# How best to miter and join Z-Frame Plantation Shutter frame



## isaacp (Oct 27, 2016)

I've built a few shutters using the Rockwell jig. I figured, how hard could it be, there's a jig right 

I've built 5, and have been doing outside mounts with simple frames. I wanted to prefinish (paint) all the shutters and frames before hanging, but I ended up face nailing through the frames for mounting. This leaves ugly touch up marks, or lots of taping and spraying the frames in place.

My wife has since decided she wants inside mount shutters, with a nice moulding around the outside. These are called Z-Frames, and are great for unsquare windows. This lets me mount the frame cleanly by screwing into the side of the window casing. I have medium texture drywall with 1/2" rounded corners, no sill.

How would you join the corners of the ZFrame? Glue and nail through the ends? Staple the moulding on the back?


----------



## bilyo (May 20, 2015)

Your bottom photo sample, from the grain pattern, looks like the two sides are each cut from one piece of lumber and put together with a miter joint at the corner. If that is the case and you are installing the resulting frame with screws into possibly out-of-square windows, you might end up with some stress on the miter joint. I think you should reinforce the vertical leg of the miter joint with a biscuit or spline. Glue and screws would also work. I would also put a biscuit in the face frame moulding.

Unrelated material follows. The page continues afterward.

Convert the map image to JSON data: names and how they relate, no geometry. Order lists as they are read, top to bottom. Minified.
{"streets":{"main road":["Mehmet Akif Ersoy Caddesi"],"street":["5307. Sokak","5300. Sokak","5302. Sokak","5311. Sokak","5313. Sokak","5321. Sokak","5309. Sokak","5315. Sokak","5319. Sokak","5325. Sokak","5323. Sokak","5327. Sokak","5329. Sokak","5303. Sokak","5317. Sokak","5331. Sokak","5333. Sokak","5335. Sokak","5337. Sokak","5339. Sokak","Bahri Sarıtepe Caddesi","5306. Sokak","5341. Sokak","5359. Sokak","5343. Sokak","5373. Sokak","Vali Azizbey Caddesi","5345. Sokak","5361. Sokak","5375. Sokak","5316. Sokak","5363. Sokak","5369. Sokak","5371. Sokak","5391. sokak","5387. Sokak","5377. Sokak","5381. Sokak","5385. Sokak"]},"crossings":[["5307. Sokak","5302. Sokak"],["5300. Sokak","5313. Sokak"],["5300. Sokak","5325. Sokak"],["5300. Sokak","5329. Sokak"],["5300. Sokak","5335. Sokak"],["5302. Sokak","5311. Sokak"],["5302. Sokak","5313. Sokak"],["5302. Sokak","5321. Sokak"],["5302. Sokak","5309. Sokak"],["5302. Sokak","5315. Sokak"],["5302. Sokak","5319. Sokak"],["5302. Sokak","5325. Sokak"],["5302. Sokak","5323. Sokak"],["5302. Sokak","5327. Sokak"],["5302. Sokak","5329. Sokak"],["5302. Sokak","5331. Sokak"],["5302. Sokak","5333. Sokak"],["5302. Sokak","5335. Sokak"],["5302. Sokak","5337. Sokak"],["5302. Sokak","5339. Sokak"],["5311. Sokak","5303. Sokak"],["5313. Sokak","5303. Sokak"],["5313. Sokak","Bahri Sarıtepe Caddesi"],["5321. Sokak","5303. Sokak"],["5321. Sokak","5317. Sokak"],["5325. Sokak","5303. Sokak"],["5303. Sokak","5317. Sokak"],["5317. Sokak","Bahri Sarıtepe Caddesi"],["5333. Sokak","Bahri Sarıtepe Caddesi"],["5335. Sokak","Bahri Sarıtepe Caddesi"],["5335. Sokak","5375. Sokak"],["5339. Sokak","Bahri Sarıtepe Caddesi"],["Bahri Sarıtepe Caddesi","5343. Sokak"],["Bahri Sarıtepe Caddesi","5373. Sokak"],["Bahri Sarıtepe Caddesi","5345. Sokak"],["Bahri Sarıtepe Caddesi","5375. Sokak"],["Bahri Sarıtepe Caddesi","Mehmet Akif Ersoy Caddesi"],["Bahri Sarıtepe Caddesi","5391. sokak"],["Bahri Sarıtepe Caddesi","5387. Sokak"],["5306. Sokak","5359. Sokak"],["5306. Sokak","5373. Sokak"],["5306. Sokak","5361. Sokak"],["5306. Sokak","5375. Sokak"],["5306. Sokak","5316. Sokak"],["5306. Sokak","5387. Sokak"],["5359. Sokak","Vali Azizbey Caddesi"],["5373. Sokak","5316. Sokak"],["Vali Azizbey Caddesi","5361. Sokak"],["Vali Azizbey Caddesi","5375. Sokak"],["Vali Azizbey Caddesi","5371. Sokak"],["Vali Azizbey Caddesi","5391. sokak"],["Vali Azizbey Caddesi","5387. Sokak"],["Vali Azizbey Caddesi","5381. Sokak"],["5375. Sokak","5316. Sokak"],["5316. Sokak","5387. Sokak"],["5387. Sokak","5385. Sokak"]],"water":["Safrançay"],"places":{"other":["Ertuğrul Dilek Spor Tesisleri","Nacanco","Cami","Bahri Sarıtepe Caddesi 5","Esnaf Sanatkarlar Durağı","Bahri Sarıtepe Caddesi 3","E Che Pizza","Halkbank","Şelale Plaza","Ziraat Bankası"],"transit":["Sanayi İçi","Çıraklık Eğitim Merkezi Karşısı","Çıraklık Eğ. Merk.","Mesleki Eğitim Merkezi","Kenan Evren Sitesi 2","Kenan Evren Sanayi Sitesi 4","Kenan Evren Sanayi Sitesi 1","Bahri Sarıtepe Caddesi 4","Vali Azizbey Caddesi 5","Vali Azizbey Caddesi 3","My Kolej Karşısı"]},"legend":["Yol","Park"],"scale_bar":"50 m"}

If I were making these "z-frames" from scratch, I would use 3 different components: something like a 3/4×3/4 for the toe, 1×3 for the vertical, and a pre-cut moulding extended across the top and glued to the vertical (in your drawing, extend the moulding bottom line horizontally across the vertical member and erase the thin vertical line). Now you can use a simple butt joint with biscuit, spline, or screws for the vertical member. Then attach the toe piece, again with simple butt joint at the corner or a miter. Once the vertical and toe are glued up, you can then apply the moulding face frame with mitered corners. Again, I would use a biscuit in the miter.

Hope that is clear and helpful.


----------